EXERCISE REQUIREMENTS —
What is needed is every line of the material that contains "lists".

PROVIDED ENTRIES —
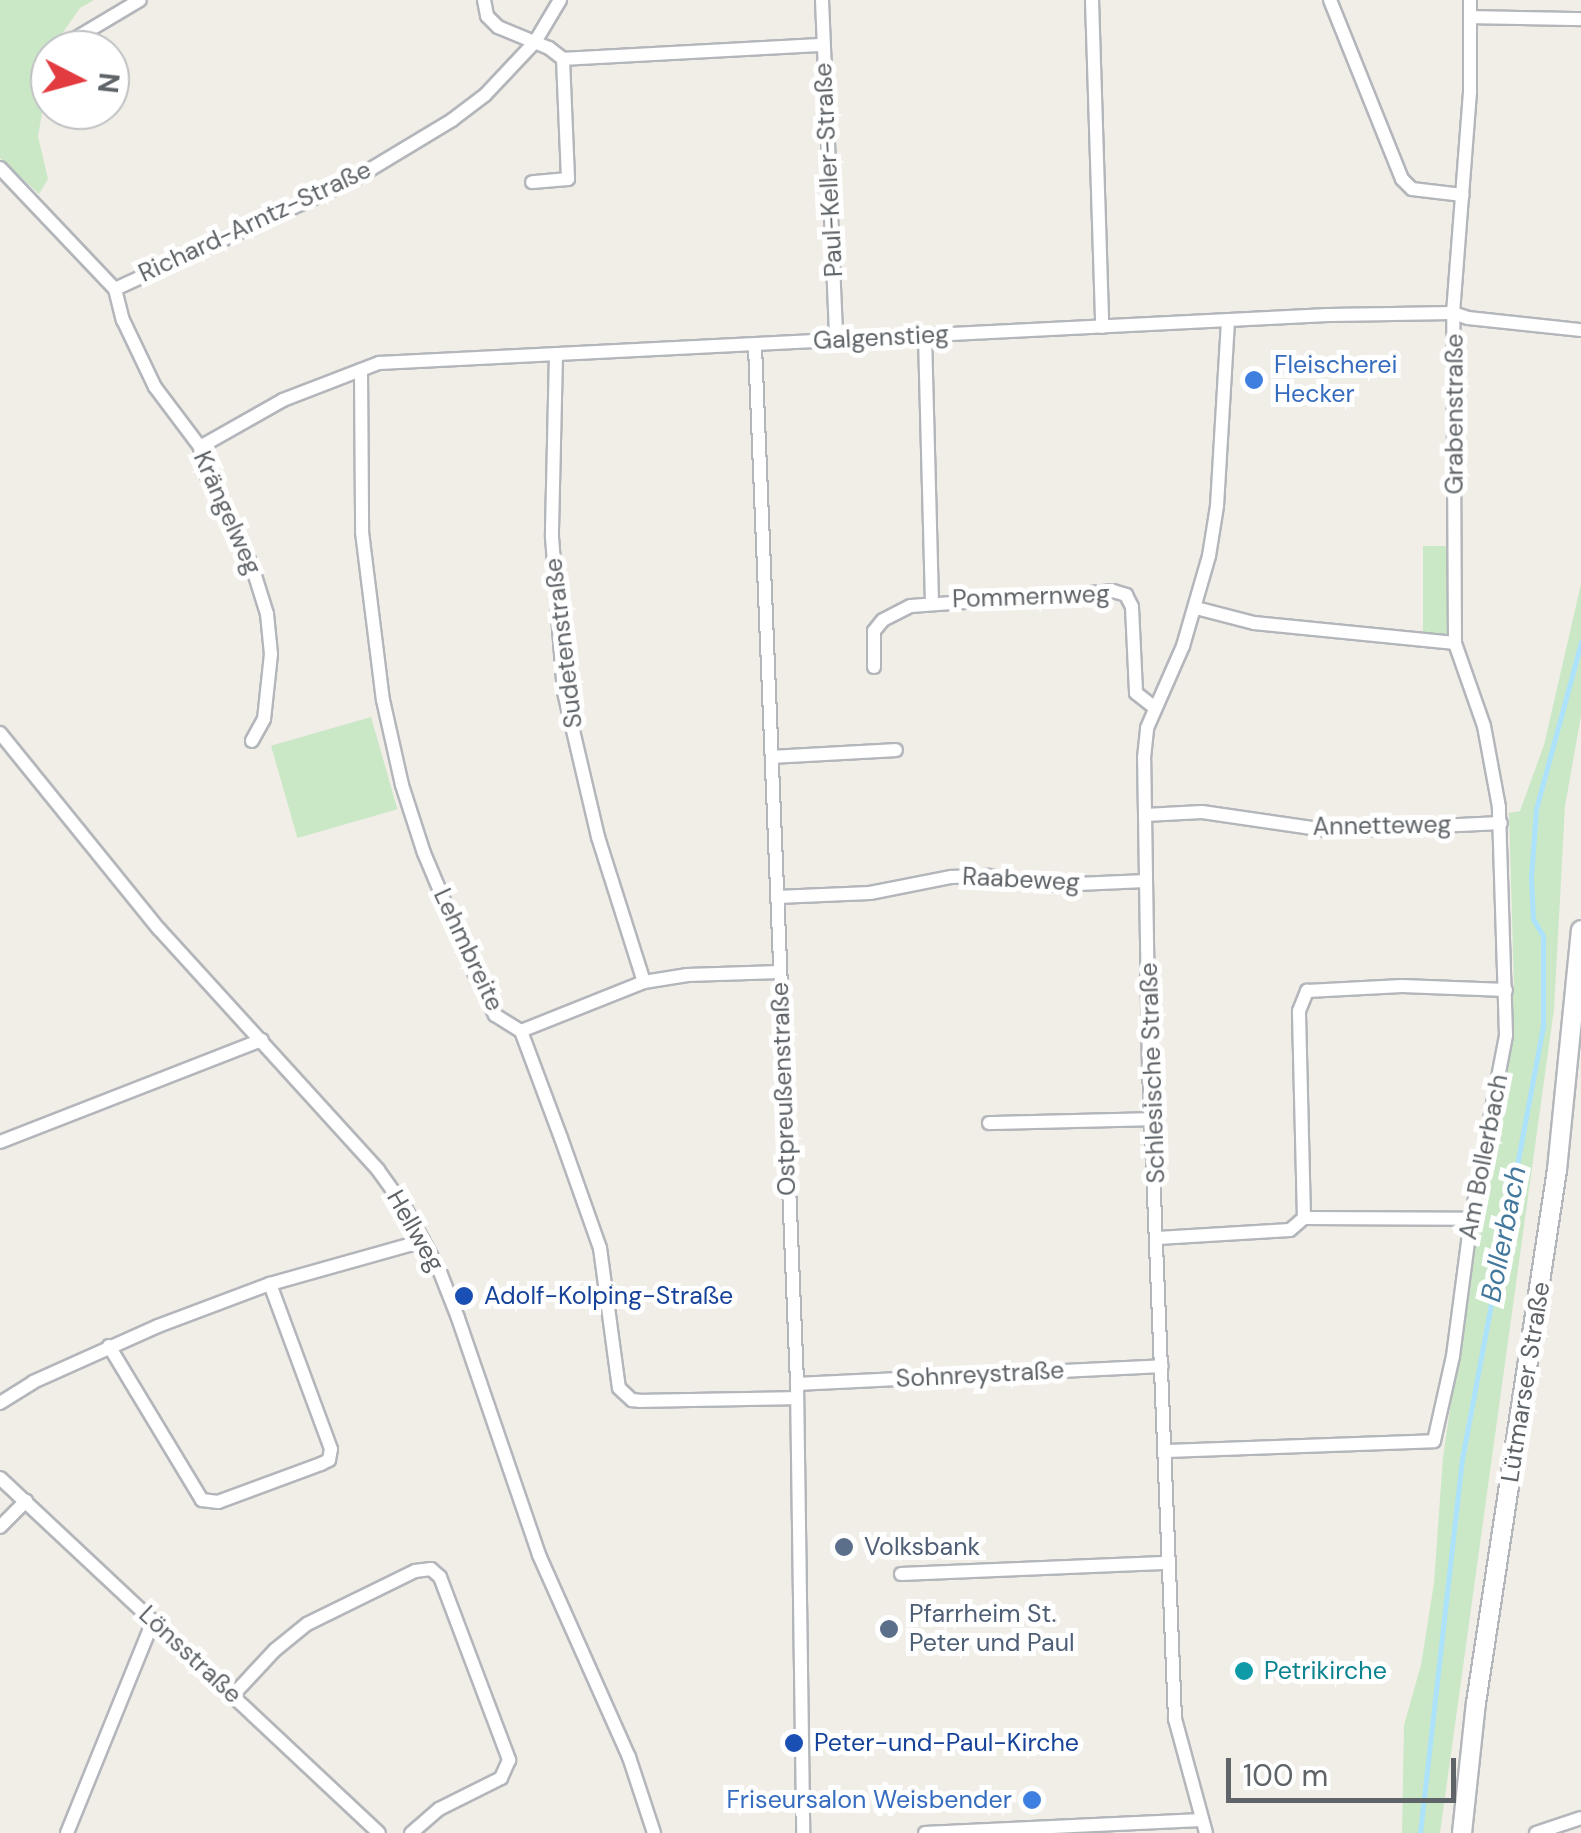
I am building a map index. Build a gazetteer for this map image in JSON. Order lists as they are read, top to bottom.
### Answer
{
  "streets": {
    "main road": ["Lütmarser Straße"],
    "street": [
      "Paul-Keller-Straße",
      "Richard-Arntz-Straße",
      "Galgenstieg",
      "Grabenstraße",
      "Krängelweg",
      "Pommernweg",
      "Sudetenstraße",
      "Annetteweg",
      "Raabeweg",
      "Lehmbreite",
      "Schlesische Straße",
      "Ostpreußenstraße",
      "Am Bollerbach",
      "Hellweg",
      "Sohnreystraße",
      "Lönsstraße"
    ]
  },
  "crossings": [
    ["Paul-Keller-Straße", "Galgenstieg"],
    ["Richard-Arntz-Straße", "Krängelweg"],
    ["Galgenstieg", "Grabenstraße"],
    ["Galgenstieg", "Krängelweg"],
    ["Galgenstieg", "Pommernweg"],
    ["Galgenstieg", "Sudetenstraße"],
    ["Galgenstieg", "Lehmbreite"],
    ["Galgenstieg", "Schlesische Straße"],
    ["Galgenstieg", "Ostpreußenstraße"],
    ["Grabenstraße", "Annetteweg"],
    ["Grabenstraße", "Am Bollerbach"],
    ["Pommernweg", "Schlesische Straße"],
    ["Annetteweg", "Schlesische Straße"],
    ["Annetteweg", "Am Bollerbach"],
    ["Raabeweg", "Schlesische Straße"],
    ["Raabeweg", "Ostpreußenstraße"],
    ["Lehmbreite", "Ostpreußenstraße"],
    ["Lehmbreite", "Sohnreystraße"],
    ["Schlesische Straße", "Am Bollerbach"],
    ["Schlesische Straße", "Sohnreystraße"],
    ["Ostpreußenstraße", "Sohnreystraße"]
  ],
  "water": ["Bollerbach"],
  "places": [
    "Fleischerei Hecker",
    "Adolf-Kolping-Straße",
    "Volksbank",
    "Pfarrheim St. Peter und Paul",
    "Petrikirche",
    "Peter-und-Paul-Kirche",
    "Friseursalon Weisbender"
  ],
  "scale_bar": "100 m",
  "north": "right"
}
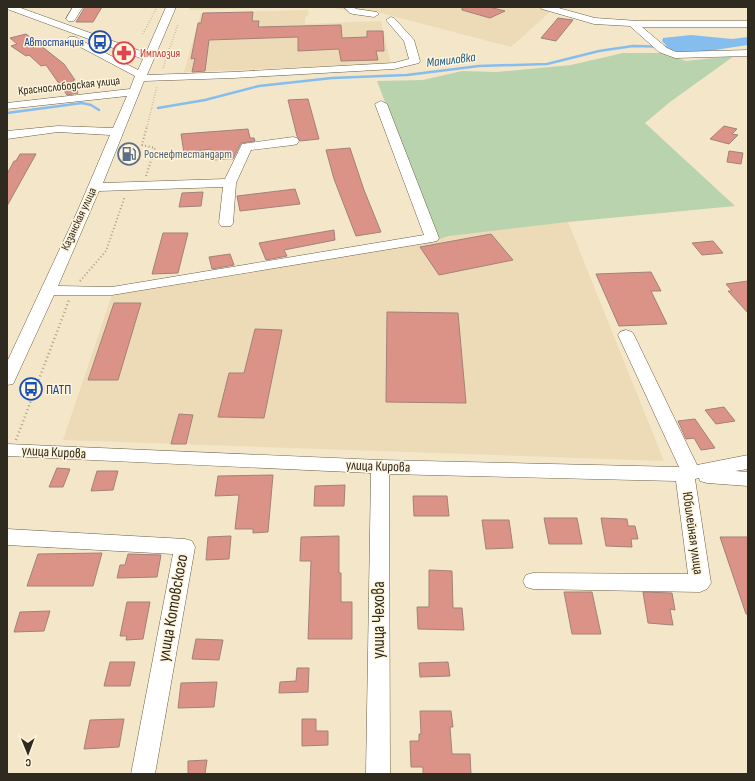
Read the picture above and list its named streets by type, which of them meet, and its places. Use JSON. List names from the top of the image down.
{
  "streets": {
    "street": [
      "Краснослободская улица",
      "Казанская улица",
      "улица Кирова",
      "Юбилейная улица",
      "улица Котовского",
      "улица Чехова"
    ]
  },
  "crossings": [
    ["Краснослободская улица", "Казанская улица"],
    ["улица Кирова", "Юбилейная улица"],
    ["улица Кирова", "улица Чехова"]
  ],
  "water": ["Мамиловка"],
  "places": {
    "bus stop": ["Автостанция", "ПАТП"],
    "pharmacy": ["Имплозия"],
    "fuel station": ["Роснефтестандарт"]
  },
  "north": "bottom"
}
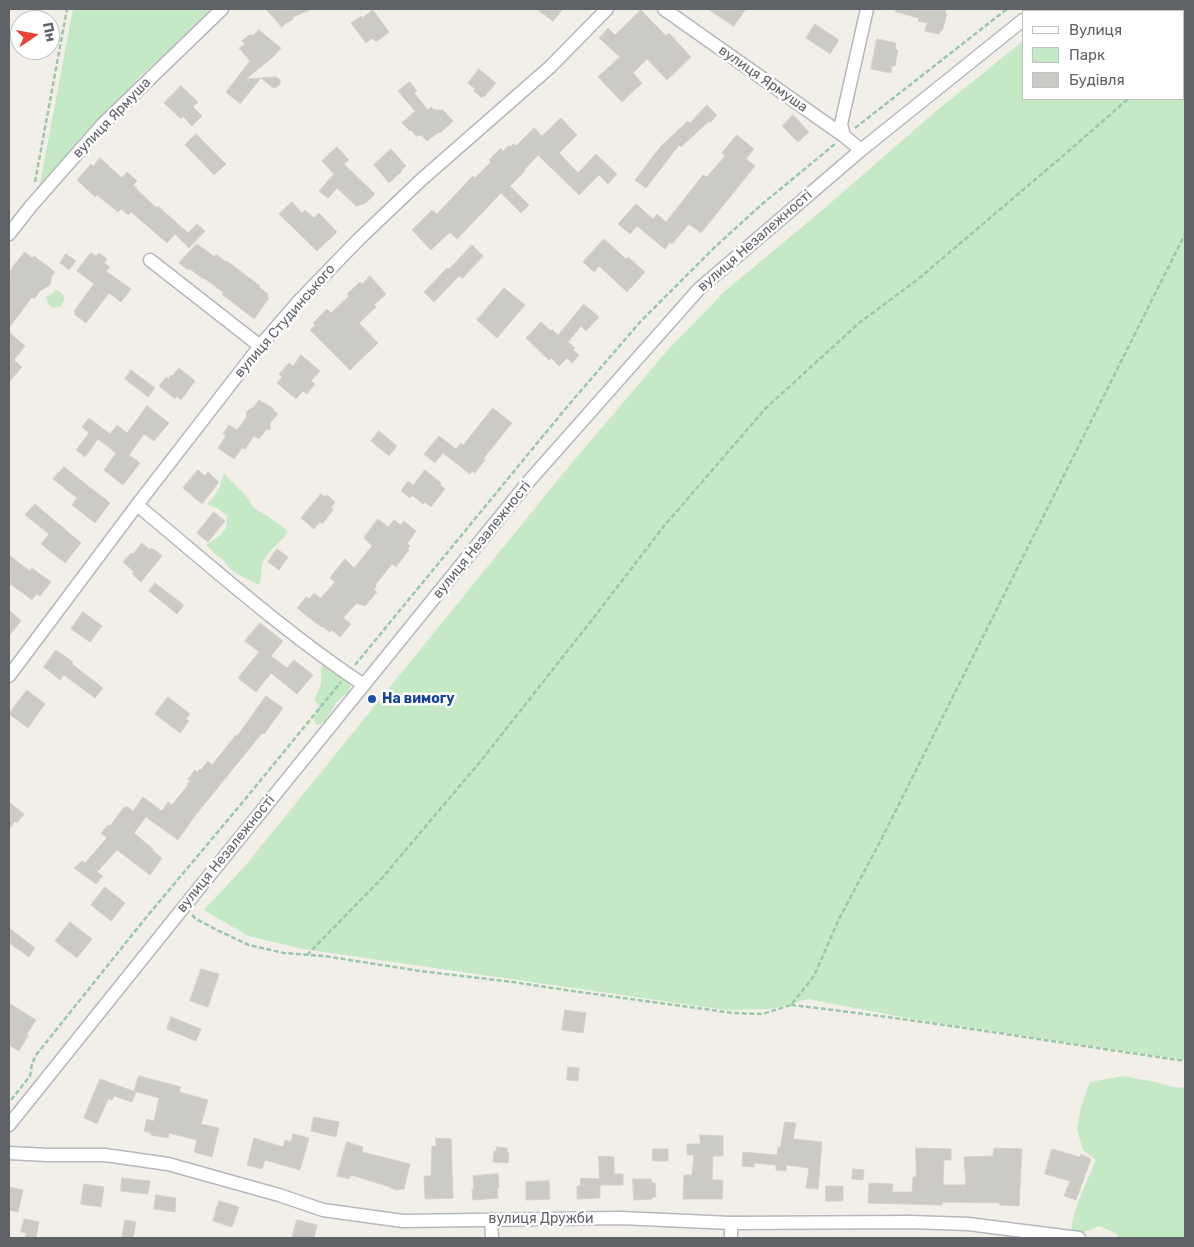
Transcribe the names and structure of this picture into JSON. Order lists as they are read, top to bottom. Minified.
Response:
{"streets":{"street":["вулиця Ярмуша","вулиця Незалежності","вулиця Студинського","вулиця Дружби"]},"crossings":[["вулиця Ярмуша","вулиця Незалежності"]],"places":["На вимогу"],"legend":["Вулиця","Парк","Будівля"],"north":"right"}
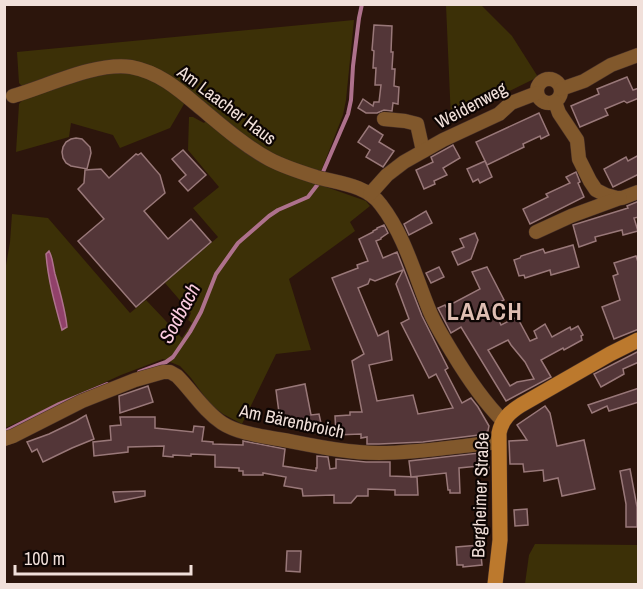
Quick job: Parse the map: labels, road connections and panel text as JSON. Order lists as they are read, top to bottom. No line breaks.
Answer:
{"streets":{"street":["Am Laacher Haus","Weidenweg","Am Bärenbroich","Bergheimer Straße"]},"crossings":[["Am Laacher Haus","Weidenweg"],["Am Bärenbroich","Bergheimer Straße"]],"districts":["LAACH"],"water":["Sodbach"],"scale_bar":"100 m"}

OUTPUT FOR THIS EXERCISE —
I am building a map index. Build a gazetteer for this map image in JSON. Order lists as they are read, top to bottom.
Transcribe the names and structure of this picture into JSON. Order lists as they are read, top to bottom. Minified.
Quick job: Parse the map: labels, road connections and panel text as JSON. Order lists as they are read, top to bottom. No line breaks.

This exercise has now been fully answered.